Light rail – modern trams, basically – is an attractive option for Wellington because the light rail vehicles (LRVs) can be used on the existing railway tracks. Then they can venture onto the streets, just as trams do in hundreds of cities overseas. As long as you manage traffic so that it doesn’t obstruct the LRVs, you get the through-running convenience promised by the 1963 subway idea at a fraction of the cost. Mixing light and heavy rail (like our existing electric units) is well proven. The German city of Karlsruhe had a similar problem to Wellington: their suburban railway system also terminated in a station on the edge of the CBD. Karlsruhe also had a modern tramway system. Connecting the two, so that the trams could run out into the suburbs and provide a through service to downtown was responsible for ridership quadrupling on some routes! The city of Saarbruken has built a similar system, and it is being looked at seriously for many other cities in Europe. More info on Trams on Rail Track.

Light rail – endorsed, then shelved

In 1992, Transport 2000 proposed Superlink – a light rail line through the CBD and potentially as far as the Airport. The price for the CBD section was between $45 and $70 million. We made a mistake though – we thought the problem was just extending the Johnsonville line, when what we really need is to extend the whole system through the CBD.

In 1995 the City and Regional Councils commissioned Works Consultancy and MVA (the consultants associated with the highly successful and expanding Manchester Metrolink system) to investigate further. The consultants report confirmed the feasibility and value of the extension of all lines by using light rail. Vestiges of this report survive in the new Regional Land Transport Strategy, but light rail’s status remains ‘possible’ only, out of reach beyond the Strategy’s 5 year planning period.

We must have buses – clean ones!

Despite the backbone importance of rail, buses remain the first mode of access for most passengers. However, the downsides of the diesel bus can be heard and smelt, and new knowledge about the toxic effects of diesel exhaust is causing fresh anxiety. Although the use of trolleybuses helps greatly, public transport itself is a major polluter in the CBD because so many buses are diesel powered. Diesel fumes are particularly noticeable in areas like Brandon St and Lower Willis St/Lambton Quay South.

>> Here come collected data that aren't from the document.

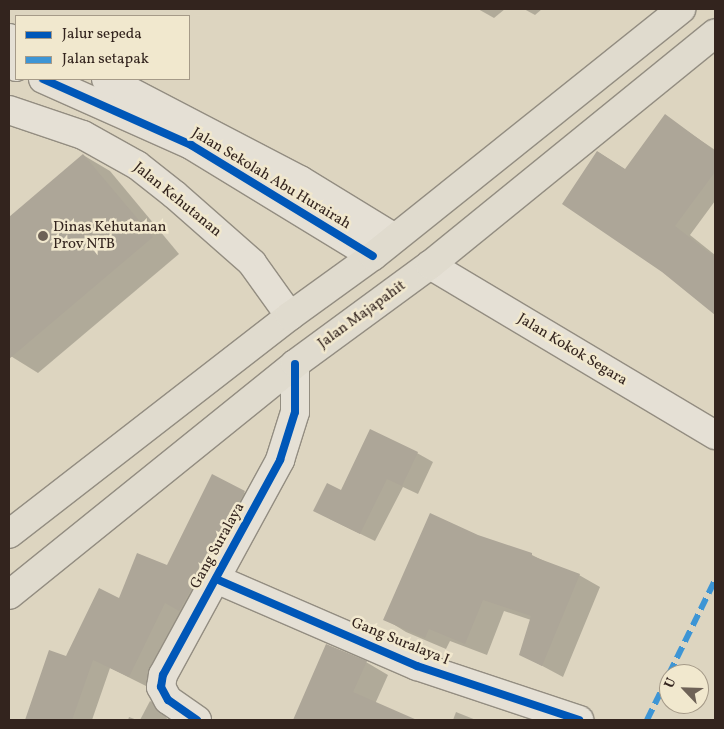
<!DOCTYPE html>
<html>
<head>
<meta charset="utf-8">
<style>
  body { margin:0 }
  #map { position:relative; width:724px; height:729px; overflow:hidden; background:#ddd5c0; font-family:Vollkorn,serif }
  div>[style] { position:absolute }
  .shadow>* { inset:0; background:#0003 }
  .building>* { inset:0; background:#ada698 }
  .roads { filter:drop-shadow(1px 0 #938d81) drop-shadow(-1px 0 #938d81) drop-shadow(0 1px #938d81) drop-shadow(0 -1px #938d81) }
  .minor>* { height:28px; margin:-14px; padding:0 14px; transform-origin:14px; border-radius:14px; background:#e5e0d5 }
  .major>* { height:28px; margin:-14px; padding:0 14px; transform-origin:14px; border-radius:14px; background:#e0dbce }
  .quiet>* { height:6px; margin-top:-3px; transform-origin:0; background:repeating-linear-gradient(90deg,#3d95d5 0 12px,transparent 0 18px) }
  .cycleway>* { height:8px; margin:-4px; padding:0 4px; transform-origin:4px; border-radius:4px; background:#0057b8 }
  .dots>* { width:14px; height:14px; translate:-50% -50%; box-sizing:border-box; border:2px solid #f1e8ce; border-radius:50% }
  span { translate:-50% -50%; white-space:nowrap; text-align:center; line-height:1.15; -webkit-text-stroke:5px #f1e8ce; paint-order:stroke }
  .street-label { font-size:15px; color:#33241e }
  .poi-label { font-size:15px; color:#33241e }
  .left { translate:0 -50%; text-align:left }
  .frame { position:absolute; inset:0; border:10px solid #33241e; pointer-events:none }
  .legend { position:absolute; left:15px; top:15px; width:175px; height:65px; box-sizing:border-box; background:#f1e8ce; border:1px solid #a59a88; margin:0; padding:6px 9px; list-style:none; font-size:15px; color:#33241e }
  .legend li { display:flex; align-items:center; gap:10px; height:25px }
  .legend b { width:25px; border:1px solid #a59a88 }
  .north { position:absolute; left:659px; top:664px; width:50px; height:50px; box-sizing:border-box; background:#f1e8ce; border:1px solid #a59a88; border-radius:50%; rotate:294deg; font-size:14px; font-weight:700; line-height:20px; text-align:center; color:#33241e }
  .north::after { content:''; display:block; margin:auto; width:18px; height:22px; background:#6e6257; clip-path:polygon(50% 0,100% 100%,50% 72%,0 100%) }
</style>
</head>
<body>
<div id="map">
  <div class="shadow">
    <i style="clip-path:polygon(478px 9px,505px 9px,494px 18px)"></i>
    <i style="clip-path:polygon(524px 9px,542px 9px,535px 15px)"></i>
    <i style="clip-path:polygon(665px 116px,715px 150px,715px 201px,690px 235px,715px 255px,715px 312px,704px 305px,598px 152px,626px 170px)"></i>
    <i style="clip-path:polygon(83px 155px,110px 171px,179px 254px,38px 373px,9px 355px,9px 218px)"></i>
    <i style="clip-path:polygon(417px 453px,433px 462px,418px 494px,403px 487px,375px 541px,330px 519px,341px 492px)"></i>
    <i style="clip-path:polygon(212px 476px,261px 501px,182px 611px,146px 686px,110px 668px,92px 720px,26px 720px,50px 652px,66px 658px,120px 600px,168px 566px)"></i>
    <i style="clip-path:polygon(478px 536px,532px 555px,546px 562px,579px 575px,600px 587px,563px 677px,520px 654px,531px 620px,504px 611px,487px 655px,450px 641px,446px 649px,406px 632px,385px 619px)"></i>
    <i style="clip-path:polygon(327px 645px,366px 662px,388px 675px,375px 704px,414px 720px,294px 720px)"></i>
    <i style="clip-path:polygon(150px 701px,157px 705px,168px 720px,140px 720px)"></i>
    <i style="clip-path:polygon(456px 712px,476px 720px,453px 720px)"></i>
    <i style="clip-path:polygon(129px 717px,137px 720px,128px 720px)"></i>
  </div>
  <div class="building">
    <i style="clip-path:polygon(665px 114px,715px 151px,715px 172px,675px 226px,715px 257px,715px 315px,662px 272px,562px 204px,597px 151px,625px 169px)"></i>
    <i style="clip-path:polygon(83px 154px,153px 237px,9px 359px,9px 217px)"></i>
    <i style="clip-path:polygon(370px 429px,418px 452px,402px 486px,387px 479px,360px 534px,313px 511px,327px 483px,341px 490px)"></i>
    <i style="clip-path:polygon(212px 474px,245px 491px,179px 611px,165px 603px,129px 677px,93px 660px,72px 720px,25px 720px,49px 650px,66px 656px,99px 588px,119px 598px,137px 553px,167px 565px)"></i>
    <i style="clip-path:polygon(430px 513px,478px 535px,532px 553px,532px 556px,580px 574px,542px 666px,519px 655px,531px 616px,483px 600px,465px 644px,429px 629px,425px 638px,383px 620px)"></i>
    <i style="clip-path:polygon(326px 644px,367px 661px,353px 692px,417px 720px,293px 720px)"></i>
  </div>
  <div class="roads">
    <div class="minor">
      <i style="left:9px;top:38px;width:8px;rotate:23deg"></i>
      <i style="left:9px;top:63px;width:8px;rotate:30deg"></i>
      <i style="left:43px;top:79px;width:162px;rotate:24deg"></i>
      <i style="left:191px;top:145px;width:213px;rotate:31.4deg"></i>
      <i style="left:106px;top:79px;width:219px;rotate:27.5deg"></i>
      <i style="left:300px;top:180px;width:111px;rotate:31.4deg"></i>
      <i style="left:9px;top:110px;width:78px;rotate:18.7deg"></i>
      <i style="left:83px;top:135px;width:62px;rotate:29.1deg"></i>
      <i style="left:137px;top:165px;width:48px;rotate:38.3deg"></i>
      <i style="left:175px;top:195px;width:103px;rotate:41.4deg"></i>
      <i style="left:252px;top:263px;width:65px;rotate:54.4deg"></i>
      <i style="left:430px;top:265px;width:332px;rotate:30.8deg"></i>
      <i style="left:216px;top:579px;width:219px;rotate:23.4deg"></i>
      <i style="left:417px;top:666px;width:171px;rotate:18.4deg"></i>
      <i style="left:197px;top:720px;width:35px;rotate:-145deg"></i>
      <i style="left:168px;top:700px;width:15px;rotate:-118deg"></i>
      <i style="left:161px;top:687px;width:12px;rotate:-81deg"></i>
      <i style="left:163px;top:675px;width:245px;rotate:-61.4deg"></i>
      <i style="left:280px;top:460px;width:50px;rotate:-72.6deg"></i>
      <i style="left:295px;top:412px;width:48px;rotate:-90deg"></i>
    </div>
    <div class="major">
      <i style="left:9px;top:534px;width:356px;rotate:-37.8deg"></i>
      <i style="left:290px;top:316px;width:102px;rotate:-35.9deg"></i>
      <i style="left:373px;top:256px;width:395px;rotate:-38.7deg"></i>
      <i style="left:9px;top:595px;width:368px;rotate:-38.9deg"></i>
      <i style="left:295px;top:364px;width:167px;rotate:-36.3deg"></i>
      <i style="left:430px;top:265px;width:367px;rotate:-39.1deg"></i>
    </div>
  </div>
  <div class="quiet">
    <i style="left:669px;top:674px;width:105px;rotate:-63.9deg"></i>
    <i style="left:647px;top:720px;width:50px;rotate:-63.9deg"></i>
  </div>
  <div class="cycleway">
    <i style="left:43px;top:79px;width:162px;rotate:24deg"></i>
    <i style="left:191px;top:145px;width:213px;rotate:31.4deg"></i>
    <i style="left:216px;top:579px;width:219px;rotate:23.4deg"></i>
    <i style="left:417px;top:666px;width:171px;rotate:18.4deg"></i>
    <i style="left:197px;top:720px;width:35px;rotate:-145deg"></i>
    <i style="left:168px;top:700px;width:15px;rotate:-118deg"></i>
    <i style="left:161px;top:687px;width:12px;rotate:-81deg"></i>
    <i style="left:163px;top:675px;width:245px;rotate:-61.4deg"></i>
    <i style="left:280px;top:460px;width:50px;rotate:-72.6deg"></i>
    <i style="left:295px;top:412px;width:48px;rotate:-90deg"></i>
  </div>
  <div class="dots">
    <i style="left:43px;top:236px;background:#6e6257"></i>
  </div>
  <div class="street-label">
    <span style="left:271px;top:179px;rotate:31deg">Jalan Sekolah Abu Hurairah</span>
    <span style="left:177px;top:200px;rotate:39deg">Jalan Kehutanan</span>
    <span style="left:362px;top:315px;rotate:-36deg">Jalan Majapahit</span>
    <span style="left:572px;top:350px;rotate:31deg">Jalan Kokok Segara</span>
    <span style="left:218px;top:546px;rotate:-61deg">Gang Suralaya</span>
    <span style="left:400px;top:642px;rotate:22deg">Gang Suralaya I</span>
  </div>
  <div class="poi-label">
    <span class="left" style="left:53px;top:236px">Dinas Kehutanan<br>Prov NTB</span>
  </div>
  <div class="frame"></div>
  <ul class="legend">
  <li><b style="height:6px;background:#0057b8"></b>Jalur sepeda</li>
  <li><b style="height:6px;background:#3d95d5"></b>Jalan setapak</li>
  </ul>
  <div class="north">U</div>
</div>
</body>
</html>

What happens when the current trolleybuses expire in about four years? New low-floor trolleys would be welcome, but would be largely ineffective over-all if 85% of the bus fleet remains diesel. Battery-only is not an option for full-size buses. But the answer might come from Christchurch. The hybrid diesel/battery shuttle buses there are having their troublesome diesel auxiliary power units replaced by gas turbines run on LPG – potentially a very-low-emission system. If it works in practice, this system should be required for all future diesel bus replacements.

What does all this mean?

An alternative strategy, therefore, means a range of measures which will benefit more people than simply putting most of our eggs in the Transmission Gully basket. Some measures are quite cheap, sometimes requiring just the political will to buck the highway lobby. Others, such as light rail, will obviously have a high cost – in the tens of millions. In total, though, following a public transport priority strategy will be both cheaper in dollar terms and deliver better access than Transmission Gully and the other big road projects required by a highways-first strategy.